Task to carry out: Copy each line that contains the string "محمود", taking them from the material.

Data extract:
=== Begin Enclosure ===
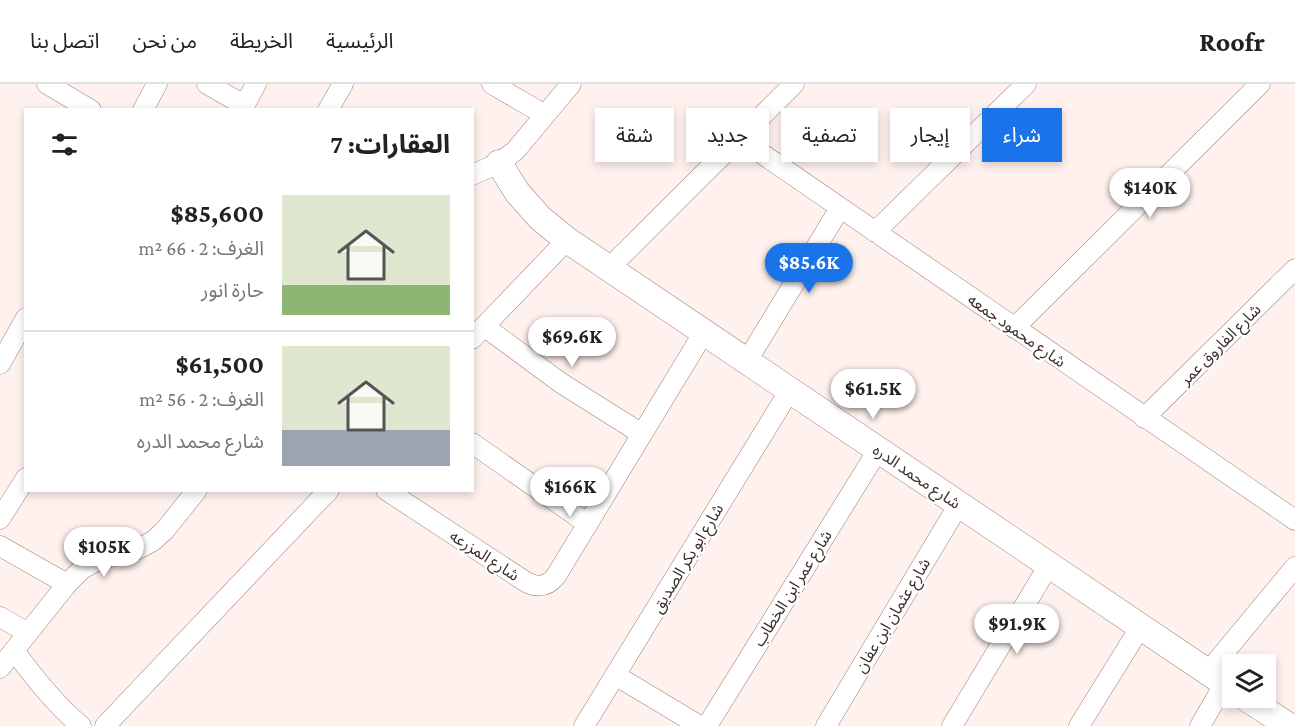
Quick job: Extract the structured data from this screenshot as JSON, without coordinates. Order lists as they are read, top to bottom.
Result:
{
  "streets": {
    "street": [
      "شارع محمود جمعه",
      "شارع الفاروق عمر",
      "شارع محمد الدره",
      "شارع المزرعه",
      "شارع ابو بكر الصديق",
      "شارع عمر ابن الخطاب",
      "شارع عثمان ابن عفان"
    ]
  },
  "crossings": [
    ["شارع محمود جمعه", "شارع الفاروق عمر"],
    ["شارع محمد الدره", "شارع المزرعه"],
    ["شارع محمد الدره", "شارع ابو بكر الصديق"],
    ["شارع محمد الدره", "شارع عمر ابن الخطاب"],
    ["شارع محمد الدره", "شارع عثمان ابن عفان"]
  ],
  "page": {
    "header": "Roofr",
    "nav": [
      "الرئيسية",
      "الخريطة",
      "من نحن",
      "اتصل بنا"
    ],
    "chip": [
      "شراء",
      "إيجار",
      "تصفية",
      "جديد",
      "شقة"
    ],
    "heading": "العقارات: 7",
    "price": [
      "$140K",
      "$85.6K",
      "$69.6K",
      "$61.5K",
      "$166K",
      "$105K",
      "$91.9K"
    ],
    "list": [
      {
        "name": "$85,600",
        "note": "الغرف: 2 · 66 m² · حارة انور"
      },
      {
        "name": "$61,500",
        "note": "الغرف: 2 · 56 m² · شارع محمد الدره"
      }
    ]
  }
}
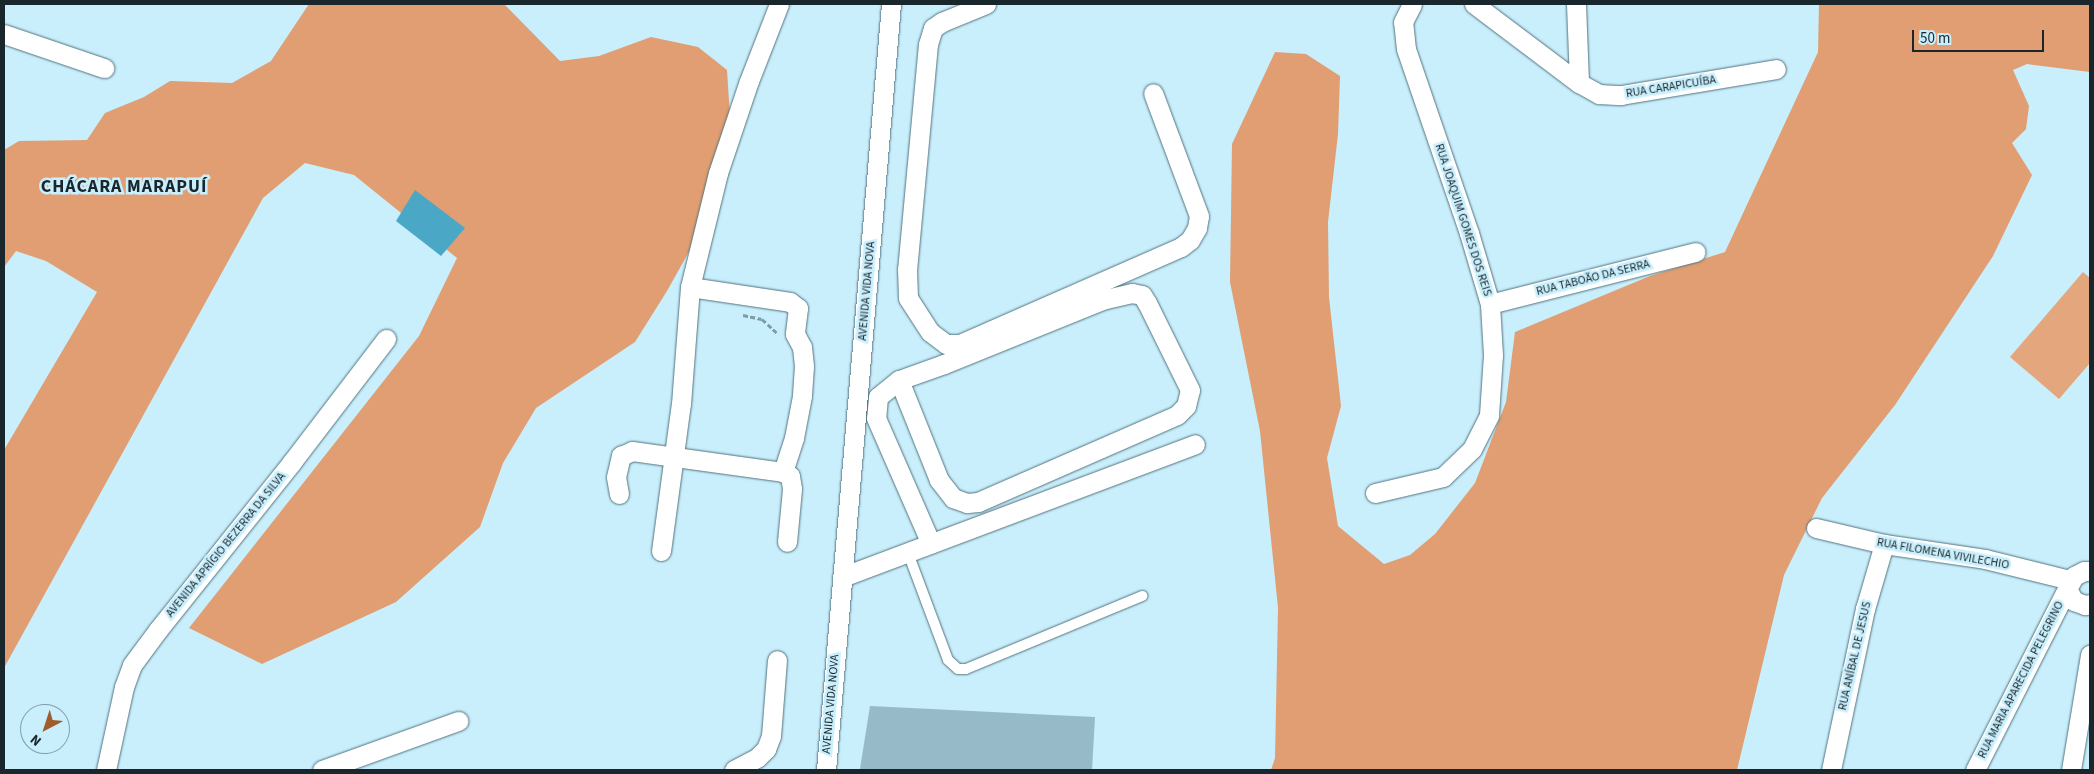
=== End Enclosure ===
Exercise result:
      "شارع محمود جمعه",
    ["شارع محمود جمعه", "شارع الفاروق عمر"],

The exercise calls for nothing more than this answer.